CT, with regards to progress on the layer system (for the power look specifically), it is my understanding that you prefer to stick to a certain number of lifts (incline, decline, scrape the rack, high pull, dead-squat) and that you periodize set and rep structures to ensure progress. Another piece of the puzzle to avoid stagnation seems to be small tweaks to the exercises, i.e. chinese high pulls, low pulls, close grip declines, presses with bands, dead-squats from platforms etc.
I have 2 questions about this:
do you have any other recommended tweaks to exercises to change things up? Would changing hand with and/or bar height on the presses and box height on the high pulls be useful? Adding weeks of regular lifts in place of dead starts? None of these? Something completely different?
should this stuff be periodized or more or less completely random?
You are right.

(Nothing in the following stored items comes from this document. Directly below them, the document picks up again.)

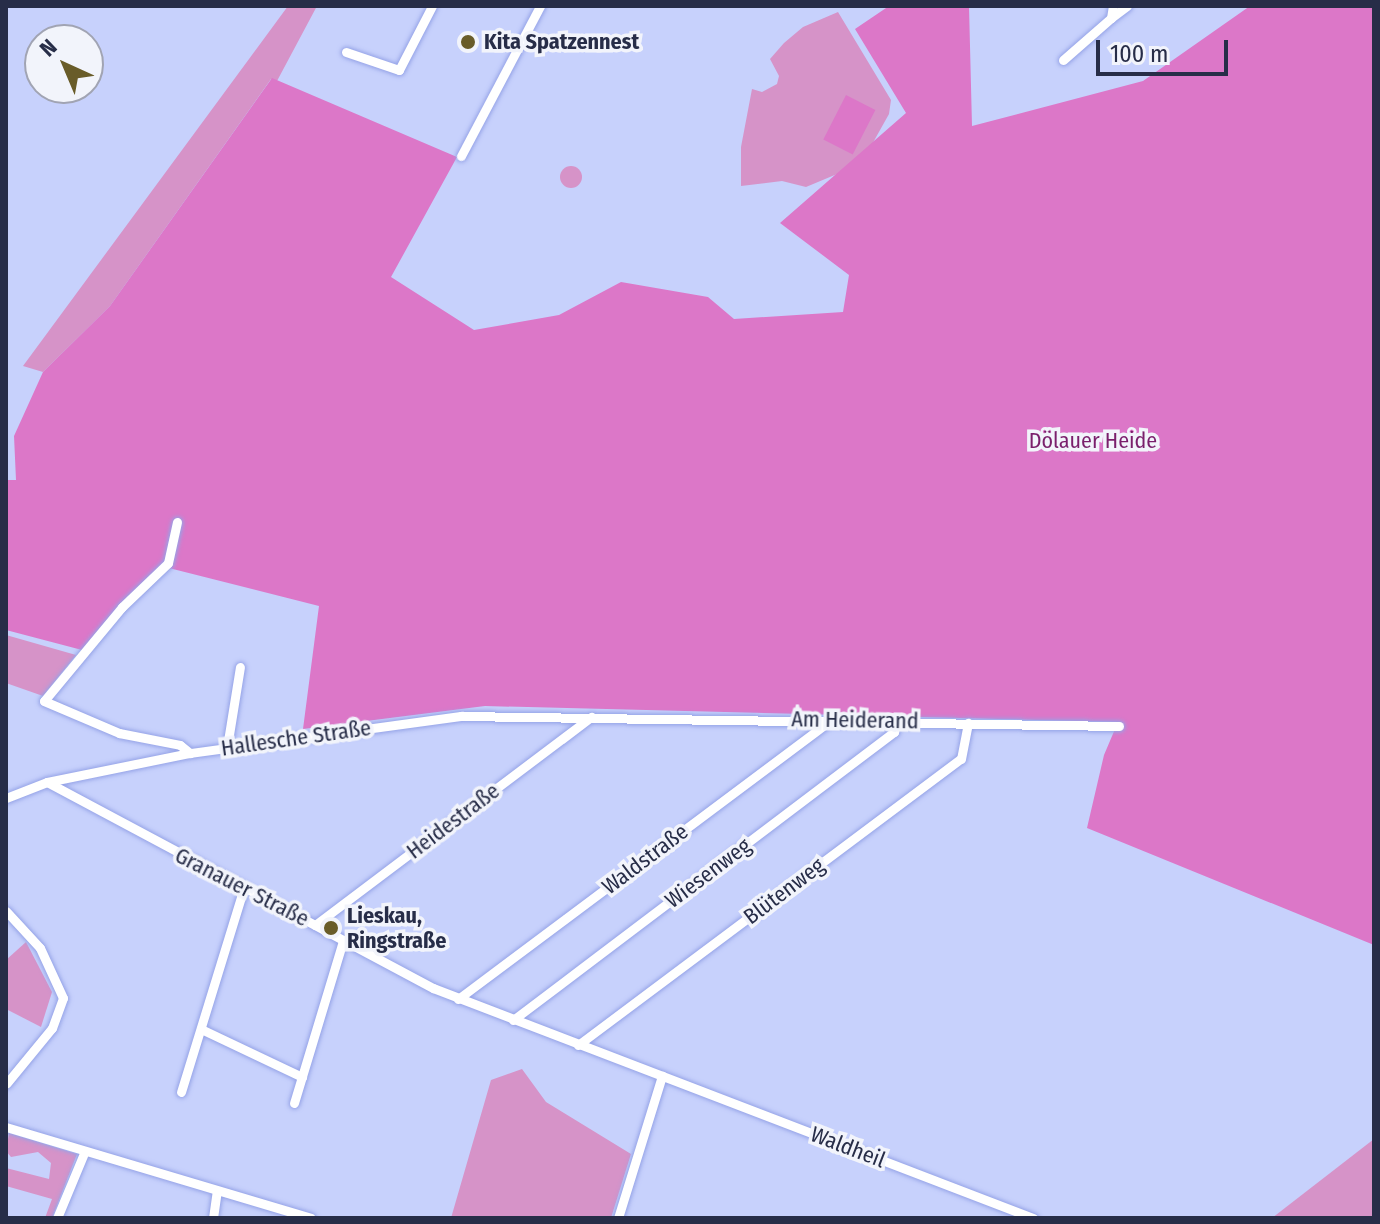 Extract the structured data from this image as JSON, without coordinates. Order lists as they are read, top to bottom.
{
  "streets": {
    "street": [
      "Am Heiderand",
      "Hallesche Straße",
      "Heidestraße",
      "Waldstraße",
      "Wiesenweg",
      "Granauer Straße",
      "Blütenweg",
      "Waldheil"
    ]
  },
  "crossings": [
    ["Am Heiderand", "Hallesche Straße"],
    ["Am Heiderand", "Heidestraße"],
    ["Am Heiderand", "Waldstraße"],
    ["Am Heiderand", "Wiesenweg"],
    ["Am Heiderand", "Blütenweg"],
    ["Hallesche Straße", "Heidestraße"],
    ["Hallesche Straße", "Granauer Straße"],
    ["Heidestraße", "Granauer Straße"],
    ["Waldstraße", "Granauer Straße"],
    ["Wiesenweg", "Granauer Straße"],
    ["Granauer Straße", "Blütenweg"],
    ["Granauer Straße", "Waldheil"]
  ],
  "parks": ["Dölauer Heide"],
  "places": ["Kita Spatzennest", "Lieskau, Ringstraße"],
  "scale_bar": "100 m",
  "north": "top left"
}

I always prefered to use very few exercise variations and become super efficient at them. I believe that frequent variation is overrated.
(A) It is used to give the illusion of progress… the first few weeks you do a lift, you improve mostly via an increase in inter, then intra muscular coordination. (1) you improve your timing/technique in the lift (2)you improve motor unit recruitment in the lift (3) you build new muscle tissue. People often change lift when rapid progress stops… but it is when this rapid (neural adaptations) progress stops that you begin to rely mostly on building muscle mass as the main adaptation.
(B) Frequent changes is often used by personal trainers to (1) give the illusion that they are good (see point A), (2) force their clients to buy more frequent programs, (3) make them look like they know a lot of stuff.
That having been said, I do not focus only on changing volume and intensity to introduce variation.
- Changes in sets
- Changes in reps per set
- Changes in training method (e.g. clusters, extended sets, 54321, double contraction, etc.)
- Slight change in technique (grip with, feet width, range of motion, etc.)
- Apparatus (fat bar, normal bar, dead-squat bar, safety squat bar, etc.)
- Force curve (bands, chains, reverse bands, weight releasers, etc.)
Is it “periodized”? Well, anything that includes periodic changes in loading methods is technically “periodisation”. But to answer your question, the changes/variations are planned in advance, not random. However sometimes a method will be selected to solve a weaknesswhen you discover it (so it cannot be planned before you find the weakness).